Q: In the early summer we cut down an 8-inch diameter red bud tree because it produced no leaves whatever and the smaller branches were dried up twigs. I tested whether there might be any green showing under the bark and there was none. But now we have a lush ‘red bud bush’ growing from the stump and I wonder if we should have given the tree another year to recuperate. On the other hand is it possible to grow another tree by choosing the largest branch by cutting back all the other smaller branches?

K.O-H. of Belleville

A: This summer the extremely dry conditions caused many trees to drop their leaves very early and the younger stems also dried up. When these conditions show up, the tree begins to go dormant and doesn’t spend a lot of energy trying to grow but trying to stay alive, but it doesn’t show any growth. When the tree shows these conditions, you need to begin watering. This would require about 20 gallons of water soaked INTO the soil every five to six days until a one inch rain falls in your area. Then begin the watering again if the weather stays dry.
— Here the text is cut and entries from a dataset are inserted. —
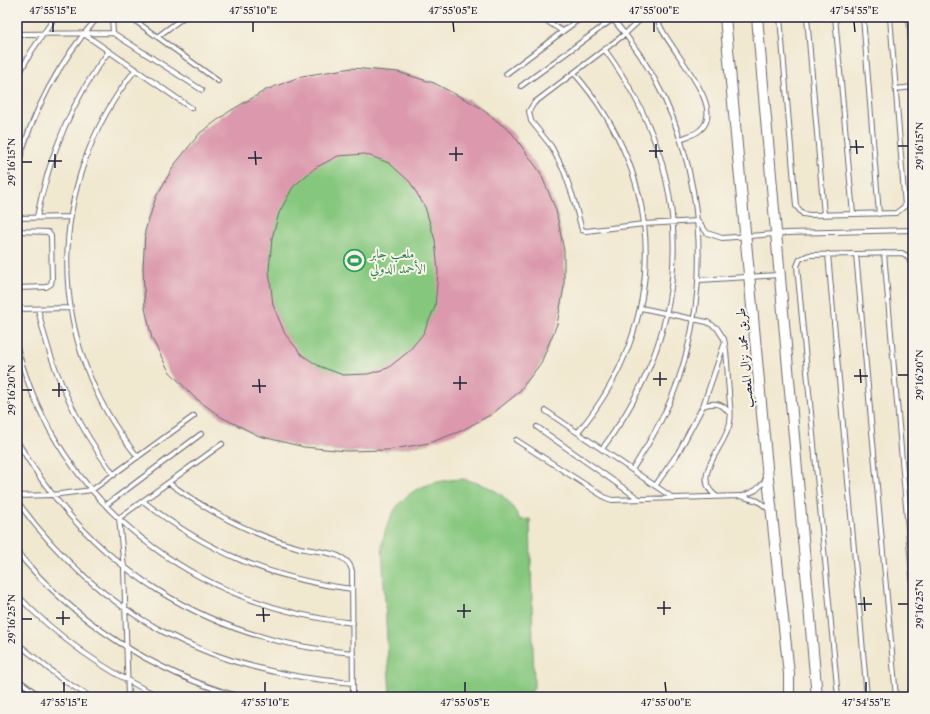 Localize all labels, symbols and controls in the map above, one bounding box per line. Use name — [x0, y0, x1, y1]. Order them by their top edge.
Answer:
text: 47°55'15"E — [29, 4, 77, 17]
text: 47°55'10"E — [229, 4, 277, 17]
text: 47°55'05"E — [428, 4, 478, 17]
text: 47°55'00"E — [629, 4, 679, 17]
text: 47°54'55"E — [830, 4, 878, 17]
text: 29°16'15"N — [913, 122, 926, 170]
text: 29°16'15"N — [5, 138, 18, 186]
place label: ملعب جابر الأحمد الدولي — [368, 245, 426, 280]
sports icon: ملعب جابر الأحمد الدولي — [341, 247, 367, 273]
street label: طريق محمد نزال المعصب — [732, 307, 758, 409]
text: 29°16'20"N — [913, 349, 926, 401]
text: 29°16'20"N — [5, 364, 18, 416]
text: 29°16'25"N — [913, 579, 926, 629]
text: 29°16'25"N — [5, 594, 18, 644]
text: 47°55'15"E — [40, 696, 88, 709]
text: 47°55'10"E — [241, 696, 289, 709]
text: 47°55'05"E — [440, 696, 490, 709]
text: 47°55'00"E — [641, 696, 691, 709]
text: 47°54'55"E — [842, 696, 890, 709]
Your tree may even stay dormant up to two years to stay alive without any growth being shown. It is worth trying to save and grow a tree from one of the remaining small sprouting branches. Just as you suggested save the largest branch and prune off all the others. If smaller branches develop later remove them as well so that all the energy goes to the single tall branch. When the leaf buds sprout out, you will need to supply water to soak into the soil. You will have to baby this sprouting tree by eliminating insects that try to feed on it and be watchful for diseases that may develop on the new leaves.

The one good advantage that you have with the red bud is that it is not a large tree, which could become a problem later if it was a larger tree species.

Charles Giedeman is a local contributing writer. Send your gardening questions to Lifestyle Department, Belleville News-Democrat, P.O. Box 427, 120 S. Illinois St., Belleville, IL 62222-0427, or email them to

Things to do this week:

  • Check your lawn areas and if they have gone dormant, try pulling the grass plants gently to see if they are dormant or dead. If the whole plant comes up without the roots, you will need to replant a cool season grass in mid to late August if we start getting some rain. Otherwise wait until we receive some rain before replanting as you will have to do a lot of watering to stimulate this germination.